*** Begin section ***

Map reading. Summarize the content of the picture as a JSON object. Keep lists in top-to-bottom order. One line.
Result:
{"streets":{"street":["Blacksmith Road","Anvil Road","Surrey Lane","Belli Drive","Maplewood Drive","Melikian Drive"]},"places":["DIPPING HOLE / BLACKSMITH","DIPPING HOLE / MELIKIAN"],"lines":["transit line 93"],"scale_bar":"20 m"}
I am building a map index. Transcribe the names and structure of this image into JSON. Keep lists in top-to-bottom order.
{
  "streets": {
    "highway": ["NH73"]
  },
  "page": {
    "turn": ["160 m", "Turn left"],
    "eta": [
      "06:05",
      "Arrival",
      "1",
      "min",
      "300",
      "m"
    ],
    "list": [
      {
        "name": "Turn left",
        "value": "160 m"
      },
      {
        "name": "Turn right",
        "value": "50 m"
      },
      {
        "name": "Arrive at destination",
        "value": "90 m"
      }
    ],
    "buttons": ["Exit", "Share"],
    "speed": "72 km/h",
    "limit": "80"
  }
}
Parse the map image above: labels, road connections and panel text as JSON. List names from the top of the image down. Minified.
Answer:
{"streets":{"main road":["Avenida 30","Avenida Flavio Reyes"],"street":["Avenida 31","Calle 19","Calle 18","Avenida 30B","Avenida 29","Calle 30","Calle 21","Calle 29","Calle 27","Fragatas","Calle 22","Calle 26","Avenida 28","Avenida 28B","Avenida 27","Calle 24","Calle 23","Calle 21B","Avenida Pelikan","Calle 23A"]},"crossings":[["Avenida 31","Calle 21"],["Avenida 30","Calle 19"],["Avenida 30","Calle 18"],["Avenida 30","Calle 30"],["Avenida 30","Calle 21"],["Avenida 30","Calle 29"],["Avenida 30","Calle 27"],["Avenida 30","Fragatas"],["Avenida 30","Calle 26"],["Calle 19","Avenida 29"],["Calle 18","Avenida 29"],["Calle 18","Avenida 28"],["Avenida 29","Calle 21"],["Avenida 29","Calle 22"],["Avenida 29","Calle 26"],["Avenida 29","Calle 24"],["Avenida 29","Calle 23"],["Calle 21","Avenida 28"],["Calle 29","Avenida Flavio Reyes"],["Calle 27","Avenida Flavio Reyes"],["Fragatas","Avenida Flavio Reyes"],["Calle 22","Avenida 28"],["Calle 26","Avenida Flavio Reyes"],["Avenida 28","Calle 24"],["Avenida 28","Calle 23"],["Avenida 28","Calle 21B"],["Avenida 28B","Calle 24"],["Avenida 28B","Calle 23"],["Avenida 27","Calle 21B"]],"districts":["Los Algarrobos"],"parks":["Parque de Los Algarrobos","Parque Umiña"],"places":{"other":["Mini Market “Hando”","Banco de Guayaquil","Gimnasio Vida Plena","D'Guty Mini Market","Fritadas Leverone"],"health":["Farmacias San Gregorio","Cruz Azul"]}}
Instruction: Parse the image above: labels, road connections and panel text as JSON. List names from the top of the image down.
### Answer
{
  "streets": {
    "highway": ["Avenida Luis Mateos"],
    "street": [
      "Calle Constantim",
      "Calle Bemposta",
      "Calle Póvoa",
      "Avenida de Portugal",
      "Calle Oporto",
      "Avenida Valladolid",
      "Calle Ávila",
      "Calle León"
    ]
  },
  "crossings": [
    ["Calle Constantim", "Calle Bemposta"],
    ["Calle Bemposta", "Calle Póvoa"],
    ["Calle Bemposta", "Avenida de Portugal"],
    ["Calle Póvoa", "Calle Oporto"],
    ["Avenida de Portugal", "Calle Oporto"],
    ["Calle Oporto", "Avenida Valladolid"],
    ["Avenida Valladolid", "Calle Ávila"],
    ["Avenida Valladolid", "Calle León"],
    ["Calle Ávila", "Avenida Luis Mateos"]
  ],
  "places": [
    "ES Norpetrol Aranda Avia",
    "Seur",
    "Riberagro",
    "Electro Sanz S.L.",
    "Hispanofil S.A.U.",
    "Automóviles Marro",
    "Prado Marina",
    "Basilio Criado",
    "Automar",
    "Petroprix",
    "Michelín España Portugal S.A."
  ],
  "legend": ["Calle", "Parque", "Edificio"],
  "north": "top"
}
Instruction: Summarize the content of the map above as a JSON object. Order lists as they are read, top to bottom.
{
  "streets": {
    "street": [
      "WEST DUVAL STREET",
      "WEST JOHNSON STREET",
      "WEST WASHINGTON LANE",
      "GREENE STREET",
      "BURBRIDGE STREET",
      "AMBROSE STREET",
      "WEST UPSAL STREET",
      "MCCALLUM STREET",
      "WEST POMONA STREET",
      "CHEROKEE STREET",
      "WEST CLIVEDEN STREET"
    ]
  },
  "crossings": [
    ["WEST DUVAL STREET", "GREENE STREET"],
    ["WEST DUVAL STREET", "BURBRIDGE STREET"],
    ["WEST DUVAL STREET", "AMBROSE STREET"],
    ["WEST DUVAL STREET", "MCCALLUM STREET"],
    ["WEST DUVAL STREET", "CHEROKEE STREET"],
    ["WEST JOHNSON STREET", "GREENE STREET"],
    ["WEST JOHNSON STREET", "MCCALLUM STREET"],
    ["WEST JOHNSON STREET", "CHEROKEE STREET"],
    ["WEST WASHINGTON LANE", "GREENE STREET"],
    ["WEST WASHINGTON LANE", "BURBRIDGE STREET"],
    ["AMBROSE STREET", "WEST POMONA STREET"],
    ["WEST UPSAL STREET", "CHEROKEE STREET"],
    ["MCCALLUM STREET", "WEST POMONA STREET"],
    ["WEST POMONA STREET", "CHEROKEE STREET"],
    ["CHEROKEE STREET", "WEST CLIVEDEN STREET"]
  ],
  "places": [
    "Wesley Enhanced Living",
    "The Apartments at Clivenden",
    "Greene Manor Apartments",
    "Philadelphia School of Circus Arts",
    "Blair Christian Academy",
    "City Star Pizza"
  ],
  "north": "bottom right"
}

*** End section ***

▶ [TO DO] Repeat each entry above exactly as it appears.

▶ [ANSWER SPACE]
Map reading. Summarize the content of the picture as a JSON object. Keep lists in top-to-bottom order. One line.
Result:
{"streets":{"street":["Blacksmith Road","Anvil Road","Surrey Lane","Belli Drive","Maplewood Drive","Melikian Drive"]},"places":["DIPPING HOLE / BLACKSMITH","DIPPING HOLE / MELIKIAN"],"lines":["transit line 93"],"scale_bar":"20 m"}
I am building a map index. Transcribe the names and structure of this image into JSON. Keep lists in top-to-bottom order.
{
  "streets": {
    "highway": ["NH73"]
  },
  "page": {
    "turn": ["160 m", "Turn left"],
    "eta": [
      "06:05",
      "Arrival",
      "1",
      "min",
      "300",
      "m"
    ],
    "list": [
      {
        "name": "Turn left",
        "value": "160 m"
      },
      {
        "name": "Turn right",
        "value": "50 m"
      },
      {
        "name": "Arrive at destination",
        "value": "90 m"
      }
    ],
    "buttons": ["Exit", "Share"],
    "speed": "72 km/h",
    "limit": "80"
  }
}
Parse the map image above: labels, road connections and panel text as JSON. List names from the top of the image down. Minified.
Answer:
{"streets":{"main road":["Avenida 30","Avenida Flavio Reyes"],"street":["Avenida 31","Calle 19","Calle 18","Avenida 30B","Avenida 29","Calle 30","Calle 21","Calle 29","Calle 27","Fragatas","Calle 22","Calle 26","Avenida 28","Avenida 28B","Avenida 27","Calle 24","Calle 23","Calle 21B","Avenida Pelikan","Calle 23A"]},"crossings":[["Avenida 31","Calle 21"],["Avenida 30","Calle 19"],["Avenida 30","Calle 18"],["Avenida 30","Calle 30"],["Avenida 30","Calle 21"],["Avenida 30","Calle 29"],["Avenida 30","Calle 27"],["Avenida 30","Fragatas"],["Avenida 30","Calle 26"],["Calle 19","Avenida 29"],["Calle 18","Avenida 29"],["Calle 18","Avenida 28"],["Avenida 29","Calle 21"],["Avenida 29","Calle 22"],["Avenida 29","Calle 26"],["Avenida 29","Calle 24"],["Avenida 29","Calle 23"],["Calle 21","Avenida 28"],["Calle 29","Avenida Flavio Reyes"],["Calle 27","Avenida Flavio Reyes"],["Fragatas","Avenida Flavio Reyes"],["Calle 22","Avenida 28"],["Calle 26","Avenida Flavio Reyes"],["Avenida 28","Calle 24"],["Avenida 28","Calle 23"],["Avenida 28","Calle 21B"],["Avenida 28B","Calle 24"],["Avenida 28B","Calle 23"],["Avenida 27","Calle 21B"]],"districts":["Los Algarrobos"],"parks":["Parque de Los Algarrobos","Parque Umiña"],"places":{"other":["Mini Market “Hando”","Banco de Guayaquil","Gimnasio Vida Plena","D'Guty Mini Market","Fritadas Leverone"],"health":["Farmacias San Gregorio","Cruz Azul"]}}
Instruction: Parse the image above: labels, road connections and panel text as JSON. List names from the top of the image down.
### Answer
{
  "streets": {
    "highway": ["Avenida Luis Mateos"],
    "street": [
      "Calle Constantim",
      "Calle Bemposta",
      "Calle Póvoa",
      "Avenida de Portugal",
      "Calle Oporto",
      "Avenida Valladolid",
      "Calle Ávila",
      "Calle León"
    ]
  },
  "crossings": [
    ["Calle Constantim", "Calle Bemposta"],
    ["Calle Bemposta", "Calle Póvoa"],
    ["Calle Bemposta", "Avenida de Portugal"],
    ["Calle Póvoa", "Calle Oporto"],
    ["Avenida de Portugal", "Calle Oporto"],
    ["Calle Oporto", "Avenida Valladolid"],
    ["Avenida Valladolid", "Calle Ávila"],
    ["Avenida Valladolid", "Calle León"],
    ["Calle Ávila", "Avenida Luis Mateos"]
  ],
  "places": [
    "ES Norpetrol Aranda Avia",
    "Seur",
    "Riberagro",
    "Electro Sanz S.L.",
    "Hispanofil S.A.U.",
    "Automóviles Marro",
    "Prado Marina",
    "Basilio Criado",
    "Automar",
    "Petroprix",
    "Michelín España Portugal S.A."
  ],
  "legend": ["Calle", "Parque", "Edificio"],
  "north": "top"
}
Instruction: Summarize the content of the map above as a JSON object. Order lists as they are read, top to bottom.
{
  "streets": {
    "street": [
      "WEST DUVAL STREET",
      "WEST JOHNSON STREET",
      "WEST WASHINGTON LANE",
      "GREENE STREET",
      "BURBRIDGE STREET",
      "AMBROSE STREET",
      "WEST UPSAL STREET",
      "MCCALLUM STREET",
      "WEST POMONA STREET",
      "CHEROKEE STREET",
      "WEST CLIVEDEN STREET"
    ]
  },
  "crossings": [
    ["WEST DUVAL STREET", "GREENE STREET"],
    ["WEST DUVAL STREET", "BURBRIDGE STREET"],
    ["WEST DUVAL STREET", "AMBROSE STREET"],
    ["WEST DUVAL STREET", "MCCALLUM STREET"],
    ["WEST DUVAL STREET", "CHEROKEE STREET"],
    ["WEST JOHNSON STREET", "GREENE STREET"],
    ["WEST JOHNSON STREET", "MCCALLUM STREET"],
    ["WEST JOHNSON STREET", "CHEROKEE STREET"],
    ["WEST WASHINGTON LANE", "GREENE STREET"],
    ["WEST WASHINGTON LANE", "BURBRIDGE STREET"],
    ["AMBROSE STREET", "WEST POMONA STREET"],
    ["WEST UPSAL STREET", "CHEROKEE STREET"],
    ["MCCALLUM STREET", "WEST POMONA STREET"],
    ["WEST POMONA STREET", "CHEROKEE STREET"],
    ["CHEROKEE STREET", "WEST CLIVEDEN STREET"]
  ],
  "places": [
    "Wesley Enhanced Living",
    "The Apartments at Clivenden",
    "Greene Manor Apartments",
    "Philadelphia School of Circus Arts",
    "Blair Christian Academy",
    "City Star Pizza"
  ],
  "north": "bottom right"
}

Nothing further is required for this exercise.